Hi, I bought a TAC 12:4 mixing desk recently and plan to re-cap as its from around 1976. It has a whole load of Electrolytic Caps with the legend 15/ and 40V. I looked up 15uf, 40VDC electrolytic caps online and they seem to be rare so I am wondering if I've got the value wrong. I have attached picture.
I am new here so apologies if I am asking in the wrong place. Google searching a forward slash doesnt seem to be allowed I think so thought I'd ask here. Thanks in advance!



ruffrecords

15uF was quite common back in the day so although not usual now, it was usual when that cap was made.

Caps now are generally made in a much smaller range of values than 50 years ago.

Cheers

Ian
www.customtubeconsoles.com
https://mark3vtm.blogspot.co.uk/
www.eztubemixer.blogspot.co.uk


'The only people not making mistakes are the people doing nothing'

squarewave

It is virtually guaranteed that you can use 22uF there. If you post a schem, we can confirm.

15uF was quite common back in the day so although not usual now, it was usual when that cap was made.

Many thanks Ian

It is virtually guaranteed that you can use 22uF there. If you post a schem, we can confirm.

I wish I had schematic  :) Would be great if I could put in 22uf. I asked Cemal at Total Audio Control and he got it confirmed from Graham Langley that this was an early custom build desk. I have attached some pictures, excited about the Sowter transformers but cannot find info on the 2300 series either.






jensenmann

Make sure to recap the tantalum caps, too. They degrade with age and turn into a resistor.
Jens
Quote from: PRR
The tubes of course don't care what frequency they distort

Make sure to recap the tantalum caps, too. They degrade with age and turn into a resistor.

Yes thanks, just been reading about this and whether to replace with new tantalums but I think I will replace with Panasonic or Nichicon electrolytics

analogguru

Make sure to recap the tantalum caps, too. They degrade with age and turn into a resistor.
Yes, yes..... therefore all the "satellites fail"..... every day another comes down....

Yes, yes..... therefore all the "satellites fail"..... every day another comes down....

So you suggest not to replace Tantalum Caps? There is a lot of conflicting info on this site, from what I can gather, if Tantalum Cap is connected to power rail then replace, sound like good advice?

jensenmann

How often do you want to recap and take your desk apart? I bet only once. So while you´re at it replace the tantalums, too and you´re done.
Jens
Quote from: PRR
The tubes of course don't care what frequency they distort

living sounds

Here's a replacement cap for the 15uf ones:

https://www.pollin.de/p/elko-axial-210159


Re the tantalums: It depends on their function in the circuit. If they were in the signal path, the sound might change quite a bit with electrolytic caps. Modern drop type tantalums can last a long time. There are other (ethical) problems with them, though.


JohnRoberts

If old caps are faulty new 22uf should work.

JR
Cancel the "cancel culture", do not participate in mob hatred.

analogguru

So you suggest not to replace Tantalum Caps? There is a lot of conflicting info on this site, from what I can gather, if Tantalum Cap is connected to power rail then replace, sound like good advice?
A tatalum normally ONLY fails due to overvoltage (and then they short) what means that if you have a 15V power supply and only 16V tantalums they can fail.  But if you have 15V supply voltage and 25V or 35V tantalums they will probably last forever.
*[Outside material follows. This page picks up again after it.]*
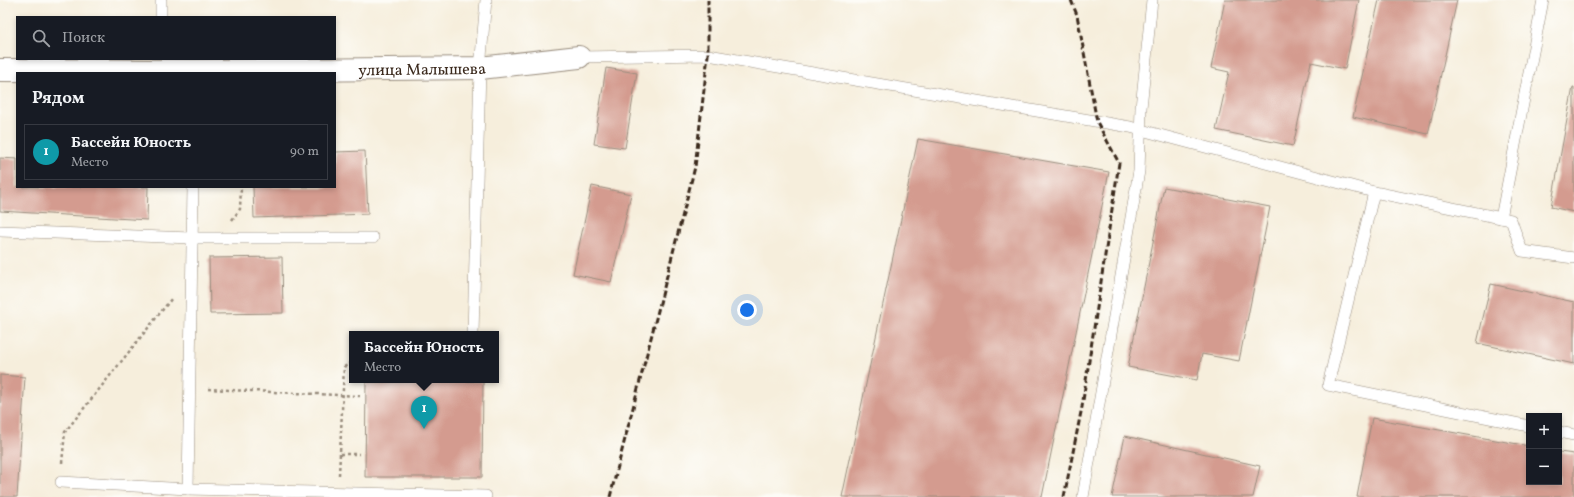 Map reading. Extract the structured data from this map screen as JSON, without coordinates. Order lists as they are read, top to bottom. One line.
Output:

And don't replace any capacitor before checking if tey are faulty - most of the time it will make things worse.  Blindly recapping doesn't cure a fault - FIRST LOCATETHE FAULT WITH MEASUREMENTS.  Yes, there are some japanese junk electrolytics from the 70's and the first panasonic SMD-electrolytics from the early 90's where all will fail, but if it is a Frako, Siemens, Philips etc. they normally will not be bad.  Here is the proof - at the left a 22uF Philips electrolytic from 1976 and at the right a new "low ESR" 22uF electrolytic from 2019:


« Last Edit: March 02, 2021, 11:05:30 AM by analogguru »

squarewave

And don't replace any capacitor before checking if tey are faulty - most of the time it will make things worse.  Blindly recapping doesn't cure a fault - FIRST LOCATETHE FAULT WITH MEASUREMENTS.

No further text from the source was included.